═══ DATA RECORDS ═══

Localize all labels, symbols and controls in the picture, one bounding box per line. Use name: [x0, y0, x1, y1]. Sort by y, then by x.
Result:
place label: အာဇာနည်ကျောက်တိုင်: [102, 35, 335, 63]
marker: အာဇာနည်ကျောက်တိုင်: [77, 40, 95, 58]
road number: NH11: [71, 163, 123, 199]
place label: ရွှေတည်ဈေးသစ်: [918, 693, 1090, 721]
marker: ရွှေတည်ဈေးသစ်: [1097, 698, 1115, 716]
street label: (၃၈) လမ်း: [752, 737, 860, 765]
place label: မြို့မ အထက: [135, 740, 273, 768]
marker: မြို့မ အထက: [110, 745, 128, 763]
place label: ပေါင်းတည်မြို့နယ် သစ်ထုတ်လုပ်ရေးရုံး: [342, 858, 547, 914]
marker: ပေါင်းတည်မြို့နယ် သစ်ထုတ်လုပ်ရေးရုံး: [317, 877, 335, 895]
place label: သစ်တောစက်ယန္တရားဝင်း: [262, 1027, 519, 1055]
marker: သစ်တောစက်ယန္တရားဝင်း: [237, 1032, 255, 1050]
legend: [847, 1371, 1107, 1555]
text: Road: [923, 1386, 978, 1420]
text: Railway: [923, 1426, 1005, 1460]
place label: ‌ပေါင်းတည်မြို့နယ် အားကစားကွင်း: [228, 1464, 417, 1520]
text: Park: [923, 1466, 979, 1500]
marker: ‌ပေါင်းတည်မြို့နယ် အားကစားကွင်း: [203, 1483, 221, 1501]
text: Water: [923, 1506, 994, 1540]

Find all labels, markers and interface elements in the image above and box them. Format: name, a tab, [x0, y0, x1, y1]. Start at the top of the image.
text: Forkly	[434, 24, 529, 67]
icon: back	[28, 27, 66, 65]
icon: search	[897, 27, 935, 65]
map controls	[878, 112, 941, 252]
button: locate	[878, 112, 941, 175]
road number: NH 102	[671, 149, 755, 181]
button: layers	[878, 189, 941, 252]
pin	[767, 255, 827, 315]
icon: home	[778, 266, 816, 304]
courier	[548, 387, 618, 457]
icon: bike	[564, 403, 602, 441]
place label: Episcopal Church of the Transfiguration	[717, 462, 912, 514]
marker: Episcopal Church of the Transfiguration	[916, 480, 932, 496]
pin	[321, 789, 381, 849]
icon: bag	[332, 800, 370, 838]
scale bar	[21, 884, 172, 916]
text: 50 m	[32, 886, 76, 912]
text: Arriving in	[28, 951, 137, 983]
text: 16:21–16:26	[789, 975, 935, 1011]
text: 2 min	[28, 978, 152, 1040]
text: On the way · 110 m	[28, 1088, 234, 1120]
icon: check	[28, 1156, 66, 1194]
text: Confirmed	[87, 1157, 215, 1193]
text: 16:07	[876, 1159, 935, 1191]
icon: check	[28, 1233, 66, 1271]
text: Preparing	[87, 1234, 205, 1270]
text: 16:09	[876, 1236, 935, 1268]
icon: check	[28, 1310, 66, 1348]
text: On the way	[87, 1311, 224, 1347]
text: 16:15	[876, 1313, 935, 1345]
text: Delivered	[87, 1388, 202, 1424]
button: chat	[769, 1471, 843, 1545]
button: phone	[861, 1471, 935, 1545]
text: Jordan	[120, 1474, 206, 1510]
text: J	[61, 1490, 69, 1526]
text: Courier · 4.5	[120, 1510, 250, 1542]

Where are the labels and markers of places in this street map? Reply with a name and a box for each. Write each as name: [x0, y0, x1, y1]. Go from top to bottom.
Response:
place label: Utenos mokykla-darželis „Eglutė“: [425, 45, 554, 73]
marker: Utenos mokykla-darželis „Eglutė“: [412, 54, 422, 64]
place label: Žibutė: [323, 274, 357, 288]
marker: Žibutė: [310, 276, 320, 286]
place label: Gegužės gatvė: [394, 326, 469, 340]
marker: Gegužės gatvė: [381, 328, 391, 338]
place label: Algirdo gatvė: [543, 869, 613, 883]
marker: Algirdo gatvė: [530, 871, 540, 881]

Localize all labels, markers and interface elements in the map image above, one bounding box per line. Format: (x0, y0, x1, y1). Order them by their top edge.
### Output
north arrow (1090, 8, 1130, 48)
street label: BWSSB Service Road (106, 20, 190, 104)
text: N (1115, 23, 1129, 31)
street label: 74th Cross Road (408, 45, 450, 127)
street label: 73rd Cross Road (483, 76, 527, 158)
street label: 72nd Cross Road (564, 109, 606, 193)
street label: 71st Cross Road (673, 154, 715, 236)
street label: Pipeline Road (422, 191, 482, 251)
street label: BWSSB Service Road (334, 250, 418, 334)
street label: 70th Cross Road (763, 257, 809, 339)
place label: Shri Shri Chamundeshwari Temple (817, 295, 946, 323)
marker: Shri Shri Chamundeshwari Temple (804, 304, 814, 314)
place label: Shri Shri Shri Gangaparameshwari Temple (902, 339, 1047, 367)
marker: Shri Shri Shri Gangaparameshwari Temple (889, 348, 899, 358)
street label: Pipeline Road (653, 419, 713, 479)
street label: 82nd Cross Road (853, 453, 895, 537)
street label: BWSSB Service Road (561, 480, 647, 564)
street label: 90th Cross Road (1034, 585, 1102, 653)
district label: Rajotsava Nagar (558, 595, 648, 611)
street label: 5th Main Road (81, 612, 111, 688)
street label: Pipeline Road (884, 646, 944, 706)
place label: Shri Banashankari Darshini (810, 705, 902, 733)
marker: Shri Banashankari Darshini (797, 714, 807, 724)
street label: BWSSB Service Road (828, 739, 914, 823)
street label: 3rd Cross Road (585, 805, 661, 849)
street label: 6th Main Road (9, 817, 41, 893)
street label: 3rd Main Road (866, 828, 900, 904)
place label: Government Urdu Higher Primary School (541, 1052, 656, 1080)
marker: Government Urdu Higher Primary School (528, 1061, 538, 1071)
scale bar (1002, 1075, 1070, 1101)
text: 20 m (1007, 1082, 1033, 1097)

═══

* _WHAT TO DO_
Would you restate the records word for word?

* _RESPONSE TO THIS TASK_
Localize all labels, symbols and controls in the picture, one bounding box per line. Use name: [x0, y0, x1, y1]. Sort by y, then by x.
Result:
place label: အာဇာနည်ကျောက်တိုင်: [102, 35, 335, 63]
marker: အာဇာနည်ကျောက်တိုင်: [77, 40, 95, 58]
road number: NH11: [71, 163, 123, 199]
place label: ရွှေတည်ဈေးသစ်: [918, 693, 1090, 721]
marker: ရွှေတည်ဈေးသစ်: [1097, 698, 1115, 716]
street label: (၃၈) လမ်း: [752, 737, 860, 765]
place label: မြို့မ အထက: [135, 740, 273, 768]
marker: မြို့မ အထက: [110, 745, 128, 763]
place label: ပေါင်းတည်မြို့နယ် သစ်ထုတ်လုပ်ရေးရုံး: [342, 858, 547, 914]
marker: ပေါင်းတည်မြို့နယ် သစ်ထုတ်လုပ်ရေးရုံး: [317, 877, 335, 895]
place label: သစ်တောစက်ယန္တရားဝင်း: [262, 1027, 519, 1055]
marker: သစ်တောစက်ယန္တရားဝင်း: [237, 1032, 255, 1050]
legend: [847, 1371, 1107, 1555]
text: Road: [923, 1386, 978, 1420]
text: Railway: [923, 1426, 1005, 1460]
place label: ‌ပေါင်းတည်မြို့နယ် အားကစားကွင်း: [228, 1464, 417, 1520]
text: Park: [923, 1466, 979, 1500]
marker: ‌ပေါင်းတည်မြို့နယ် အားကစားကွင်း: [203, 1483, 221, 1501]
text: Water: [923, 1506, 994, 1540]

Find all labels, markers and interface elements in the image above and box them. Format: name, a tab, [x0, y0, x1, y1]. Start at the top of the image.
text: Forkly	[434, 24, 529, 67]
icon: back	[28, 27, 66, 65]
icon: search	[897, 27, 935, 65]
map controls	[878, 112, 941, 252]
button: locate	[878, 112, 941, 175]
road number: NH 102	[671, 149, 755, 181]
button: layers	[878, 189, 941, 252]
pin	[767, 255, 827, 315]
icon: home	[778, 266, 816, 304]
courier	[548, 387, 618, 457]
icon: bike	[564, 403, 602, 441]
place label: Episcopal Church of the Transfiguration	[717, 462, 912, 514]
marker: Episcopal Church of the Transfiguration	[916, 480, 932, 496]
pin	[321, 789, 381, 849]
icon: bag	[332, 800, 370, 838]
scale bar	[21, 884, 172, 916]
text: 50 m	[32, 886, 76, 912]
text: Arriving in	[28, 951, 137, 983]
text: 16:21–16:26	[789, 975, 935, 1011]
text: 2 min	[28, 978, 152, 1040]
text: On the way · 110 m	[28, 1088, 234, 1120]
icon: check	[28, 1156, 66, 1194]
text: Confirmed	[87, 1157, 215, 1193]
text: 16:07	[876, 1159, 935, 1191]
icon: check	[28, 1233, 66, 1271]
text: Preparing	[87, 1234, 205, 1270]
text: 16:09	[876, 1236, 935, 1268]
icon: check	[28, 1310, 66, 1348]
text: On the way	[87, 1311, 224, 1347]
text: 16:15	[876, 1313, 935, 1345]
text: Delivered	[87, 1388, 202, 1424]
button: chat	[769, 1471, 843, 1545]
button: phone	[861, 1471, 935, 1545]
text: Jordan	[120, 1474, 206, 1510]
text: J	[61, 1490, 69, 1526]
text: Courier · 4.5	[120, 1510, 250, 1542]

Where are the labels and markers of places in this street map? Reply with a name and a box for each. Write each as name: [x0, y0, x1, y1]. Go from top to bottom.
Response:
place label: Utenos mokykla-darželis „Eglutė“: [425, 45, 554, 73]
marker: Utenos mokykla-darželis „Eglutė“: [412, 54, 422, 64]
place label: Žibutė: [323, 274, 357, 288]
marker: Žibutė: [310, 276, 320, 286]
place label: Gegužės gatvė: [394, 326, 469, 340]
marker: Gegužės gatvė: [381, 328, 391, 338]
place label: Algirdo gatvė: [543, 869, 613, 883]
marker: Algirdo gatvė: [530, 871, 540, 881]

Localize all labels, markers and interface elements in the map image above, one bounding box per line. Format: (x0, y0, x1, y1). Order them by their top edge.
### Output
north arrow (1090, 8, 1130, 48)
street label: BWSSB Service Road (106, 20, 190, 104)
text: N (1115, 23, 1129, 31)
street label: 74th Cross Road (408, 45, 450, 127)
street label: 73rd Cross Road (483, 76, 527, 158)
street label: 72nd Cross Road (564, 109, 606, 193)
street label: 71st Cross Road (673, 154, 715, 236)
street label: Pipeline Road (422, 191, 482, 251)
street label: BWSSB Service Road (334, 250, 418, 334)
street label: 70th Cross Road (763, 257, 809, 339)
place label: Shri Shri Chamundeshwari Temple (817, 295, 946, 323)
marker: Shri Shri Chamundeshwari Temple (804, 304, 814, 314)
place label: Shri Shri Shri Gangaparameshwari Temple (902, 339, 1047, 367)
marker: Shri Shri Shri Gangaparameshwari Temple (889, 348, 899, 358)
street label: Pipeline Road (653, 419, 713, 479)
street label: 82nd Cross Road (853, 453, 895, 537)
street label: BWSSB Service Road (561, 480, 647, 564)
street label: 90th Cross Road (1034, 585, 1102, 653)
district label: Rajotsava Nagar (558, 595, 648, 611)
street label: 5th Main Road (81, 612, 111, 688)
street label: Pipeline Road (884, 646, 944, 706)
place label: Shri Banashankari Darshini (810, 705, 902, 733)
marker: Shri Banashankari Darshini (797, 714, 807, 724)
street label: BWSSB Service Road (828, 739, 914, 823)
street label: 3rd Cross Road (585, 805, 661, 849)
street label: 6th Main Road (9, 817, 41, 893)
street label: 3rd Main Road (866, 828, 900, 904)
place label: Government Urdu Higher Primary School (541, 1052, 656, 1080)
marker: Government Urdu Higher Primary School (528, 1061, 538, 1071)
scale bar (1002, 1075, 1070, 1101)
text: 20 m (1007, 1082, 1033, 1097)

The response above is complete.